- Theatrical release poster
- Directed by: Jon Karthaus
- Screenplay by: Jon Karthaus
- Produced by: Ronald Versteeg; Sabine Brian;
- Cinematography: Max Maloney
- Edited by: Joshua Menco
- Music by: Guido Maat
- Production companies: NL Film & TV; Interstellar Pictures;
- Distributed by: Dutch FilmWorks
- Release date: 28 April 2022;
- Running time: 101 minutes
- Country: Netherlands
- Language: Dutch

= Costa!! =

2022 Dutch film directed by Jon Karthaus

Costa!! is a 2022 Dutch comedy-drama film directed by Jon Karthaus. The film is not a sequel to the 2001 film Costa! but it takes place in the same location and has Katja Schuurman as the only original cast member. Karthaus and Diederik Jekel wrote the script of the film.
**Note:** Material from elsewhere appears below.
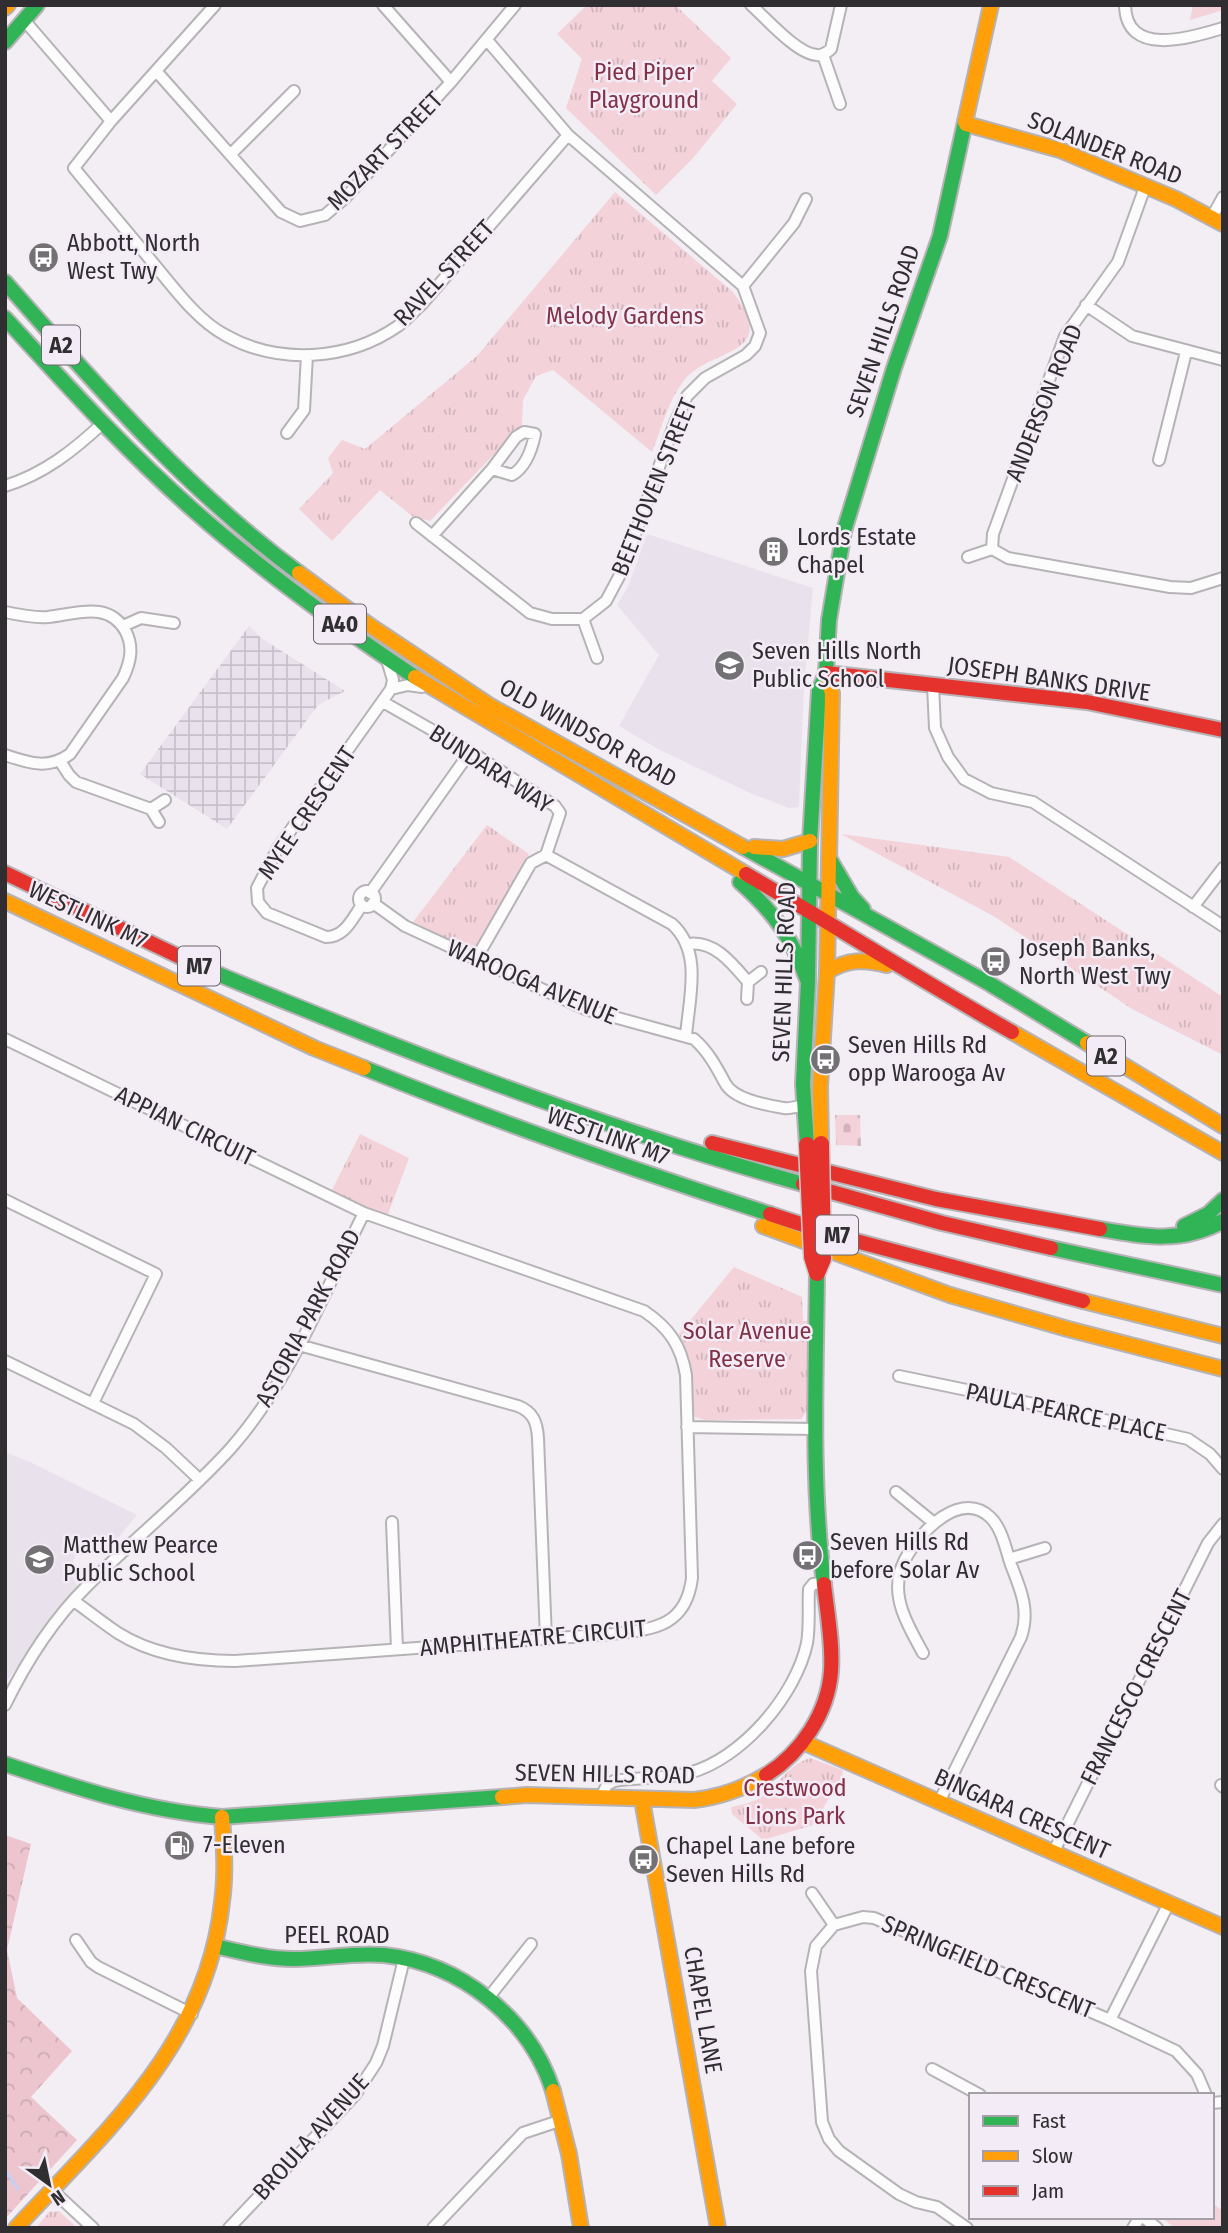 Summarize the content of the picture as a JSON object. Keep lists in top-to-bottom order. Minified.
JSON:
{"streets":{"main road":["SOLANDER ROAD","SEVEN HILLS ROAD","A2","A40","JOSEPH BANKS DRIVE","OLD WINDSOR ROAD","WESTLINK M7","M7","BINGARA CRESCENT","PEEL ROAD","CHAPEL LANE"],"street":["MOZART STREET","RAVEL STREET","ANDERSON ROAD","BEETHOVEN STREET","BUNDARA WAY","MYEE CRESCENT","WAROOGA AVENUE","APPIAN CIRCUIT","ASTORIA PARK ROAD","PAULA PEARCE PLACE","AMPHITHEATRE CIRCUIT","FRANCESCO CRESCENT","SPRINGFIELD CRESCENT","BROULA AVENUE"]},"crossings":[["SOLANDER ROAD","SEVEN HILLS ROAD"],["SOLANDER ROAD","ANDERSON ROAD"],["MOZART STREET","BEETHOVEN STREET"],["RAVEL STREET","BEETHOVEN STREET"],["SEVEN HILLS ROAD","JOSEPH BANKS DRIVE"],["SEVEN HILLS ROAD","OLD WINDSOR ROAD"],["SEVEN HILLS ROAD","BINGARA CRESCENT"],["SEVEN HILLS ROAD","CHAPEL LANE"],["BUNDARA WAY","MYEE CRESCENT"],["BUNDARA WAY","WAROOGA AVENUE"],["MYEE CRESCENT","WAROOGA AVENUE"],["APPIAN CIRCUIT","ASTORIA PARK ROAD"],["APPIAN CIRCUIT","AMPHITHEATRE CIRCUIT"],["ASTORIA PARK ROAD","AMPHITHEATRE CIRCUIT"],["FRANCESCO CRESCENT","BINGARA CRESCENT"],["PEEL ROAD","BROULA AVENUE"]],"parks":["Pied Piper Playground","Melody Gardens","Solar Avenue Reserve","Crestwood Lions Park"],"places":{"bus stop":["Abbott, North West Twy","Joseph Banks, North West Twy","Seven Hills Rd opp Warooga Av","Seven Hills Rd before Solar Av","Chapel Lane before Seven Hills Rd"],"building":["Lords Estate Chapel"],"school or university":["Seven Hills North Public School","Matthew Pearce Public School"],"fuel station":["7-Eleven"]},"legend":["Fast","Slow","Jam"],"north":"bottom right"}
It was the third best visited Dutch film of 2022 with just over 260,000 visitors.

The film won the Golden Film award after having sold 100,000 tickets. Besides Schuurman, Abbey Hoes and Tina de Bruin are among the cast members.

Soy Kroon and Abbey Hoes released the song Samen Met Jou, as can be heard in the film, about a week after the film's release after popular demand.

The film was announced in December 2018. Principal photography took place from August to October 2021.